» WHAT YOU NEED TO DO: Each record that follows should be repeated exactly, with no pictures carried over.
[WORKING DATA — start]
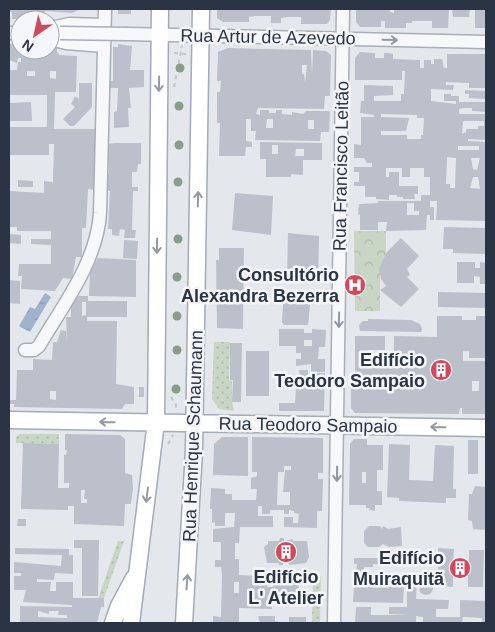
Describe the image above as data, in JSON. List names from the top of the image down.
{
  "streets": {
    "main road": ["Rua Teodoro Sampaio", "Rua Henrique Schaumann"],
    "street": ["Rua Artur de Azevedo", "Rua Francisco Leitão"]
  },
  "crossings": [
    ["Rua Artur de Azevedo", "Rua Francisco Leitão"],
    ["Rua Artur de Azevedo", "Rua Henrique Schaumann"],
    ["Rua Francisco Leitão", "Rua Teodoro Sampaio"],
    ["Rua Teodoro Sampaio", "Rua Henrique Schaumann"]
  ],
  "one_way": ["Rua Francisco Leitão", "Rua Teodoro Sampaio"],
  "places": {
    "hospital": ["Consultório Alexandra Bezerra"],
    "building": ["Edifício Teodoro Sampaio", "Edifício L' Atelier", "Edifício Muiraquitã"]
  },
  "north": "bottom left"
}
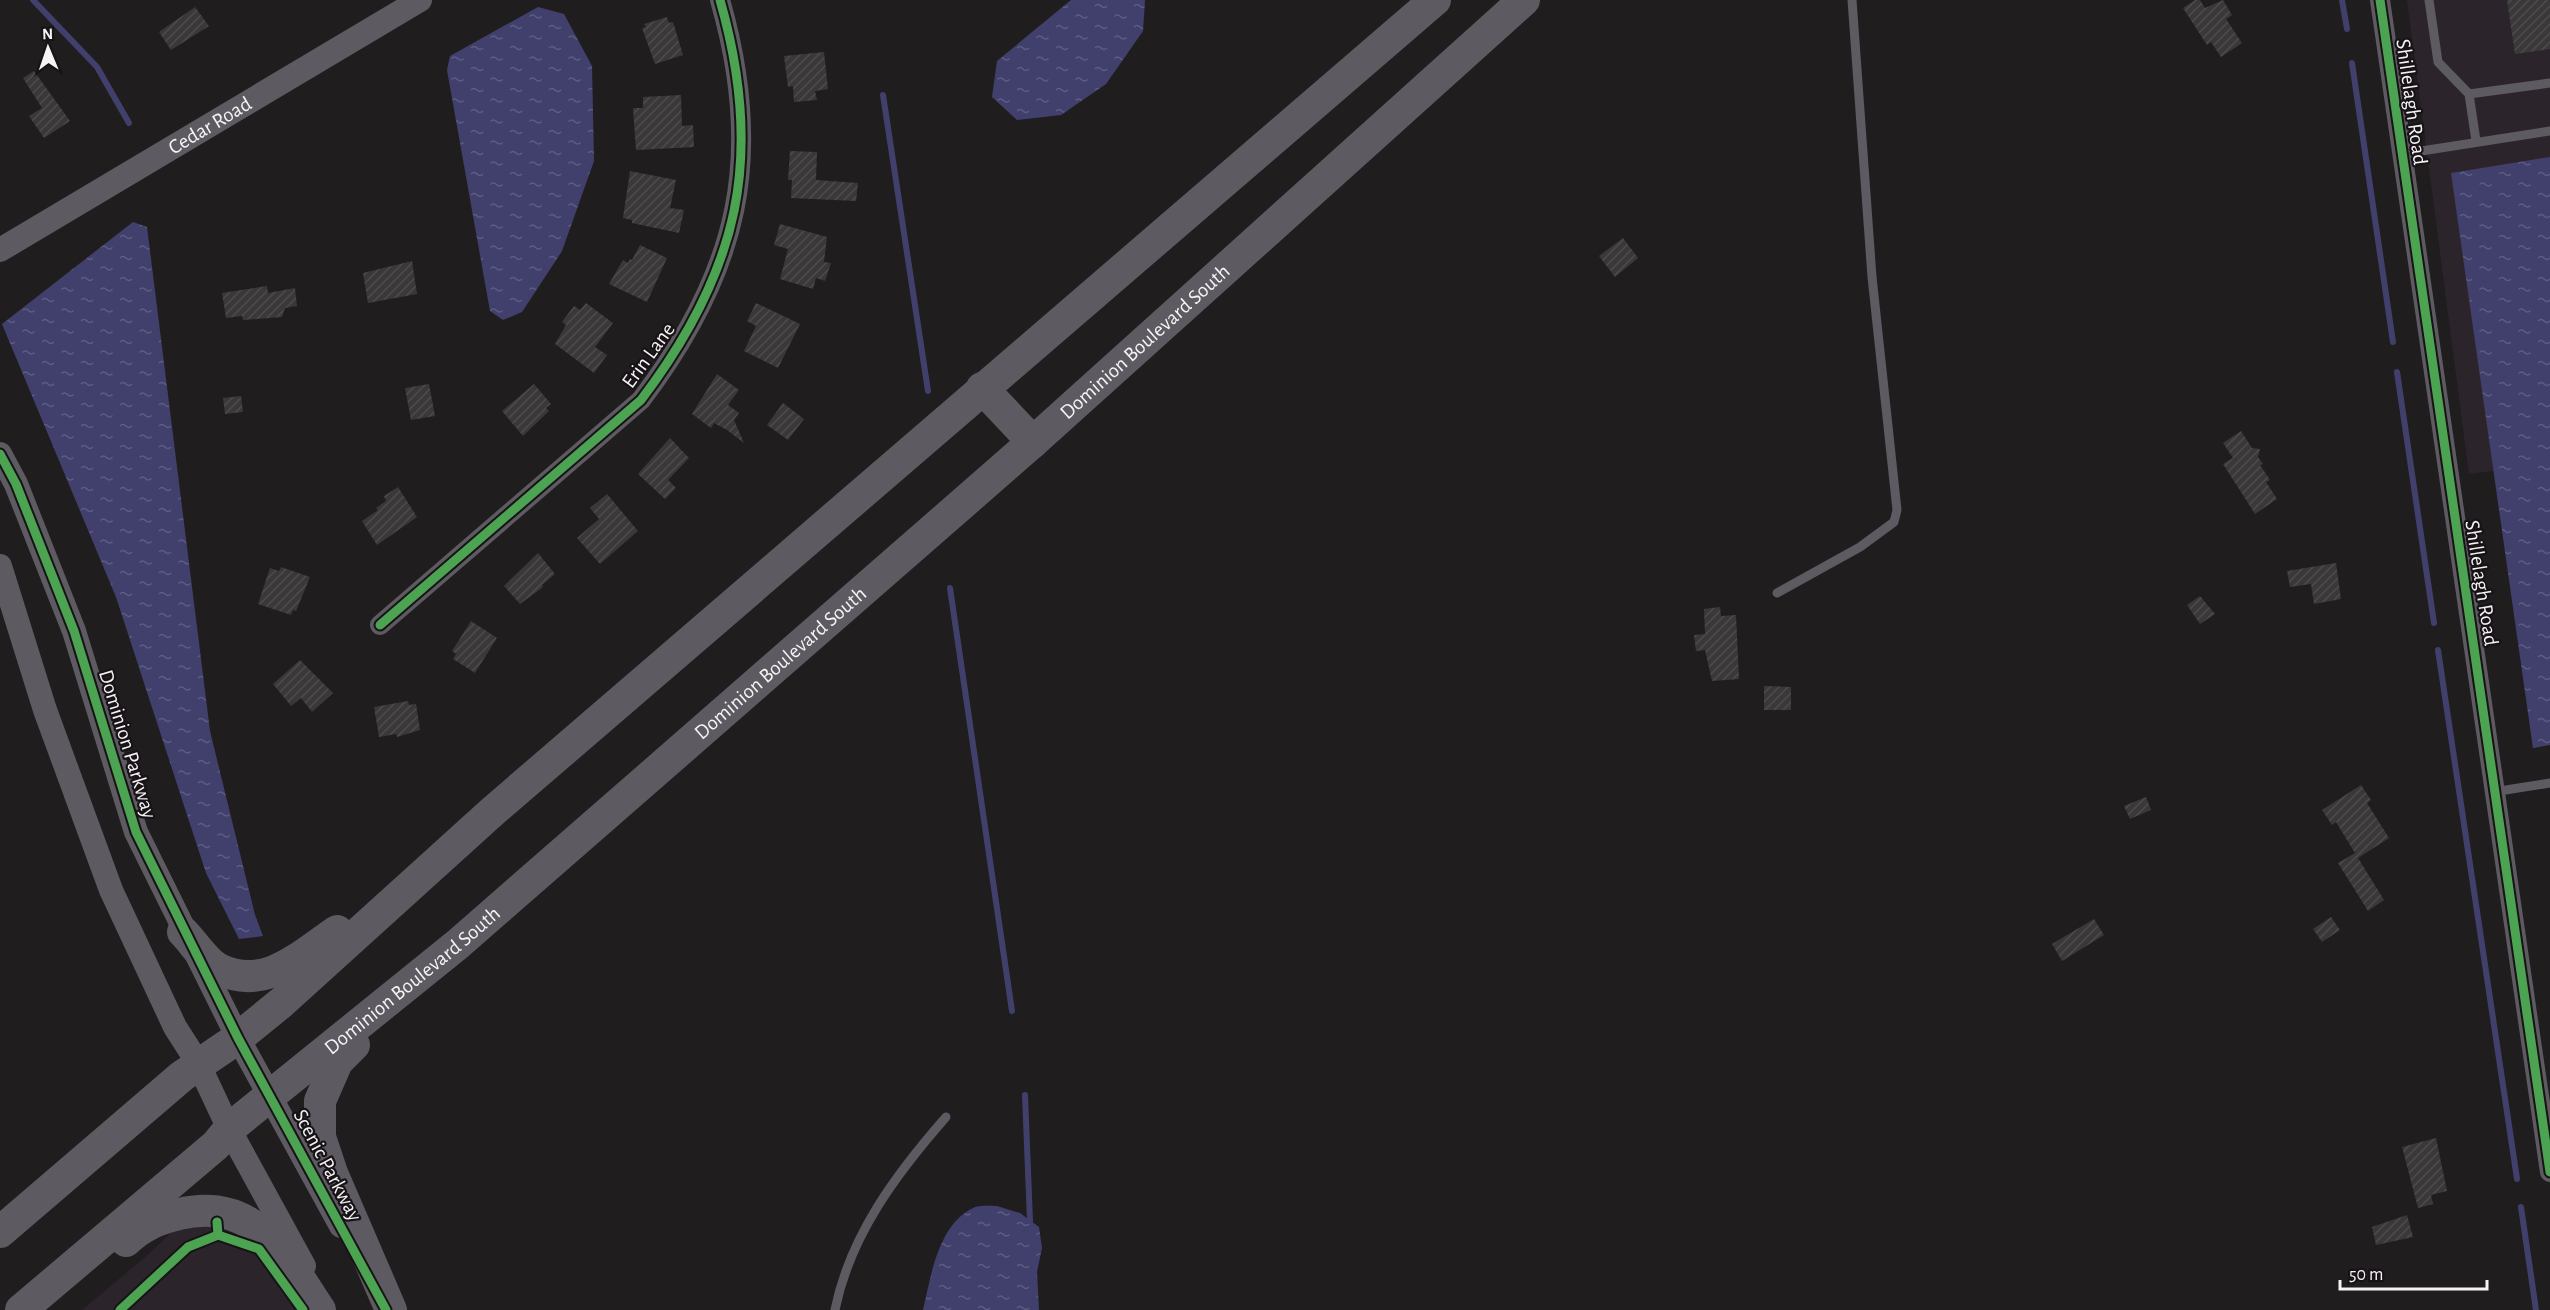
[WORKING DATA — finish]
» RESPONSE FOR THIS EXERCISE:
Describe the image above as data, in JSON. List names from the top of the image down.
{
  "streets": {
    "main road": ["Rua Teodoro Sampaio", "Rua Henrique Schaumann"],
    "street": ["Rua Artur de Azevedo", "Rua Francisco Leitão"]
  },
  "crossings": [
    ["Rua Artur de Azevedo", "Rua Francisco Leitão"],
    ["Rua Artur de Azevedo", "Rua Henrique Schaumann"],
    ["Rua Francisco Leitão", "Rua Teodoro Sampaio"],
    ["Rua Teodoro Sampaio", "Rua Henrique Schaumann"]
  ],
  "one_way": ["Rua Francisco Leitão", "Rua Teodoro Sampaio"],
  "places": {
    "hospital": ["Consultório Alexandra Bezerra"],
    "building": ["Edifício Teodoro Sampaio", "Edifício L' Atelier", "Edifício Muiraquitã"]
  },
  "north": "bottom left"
}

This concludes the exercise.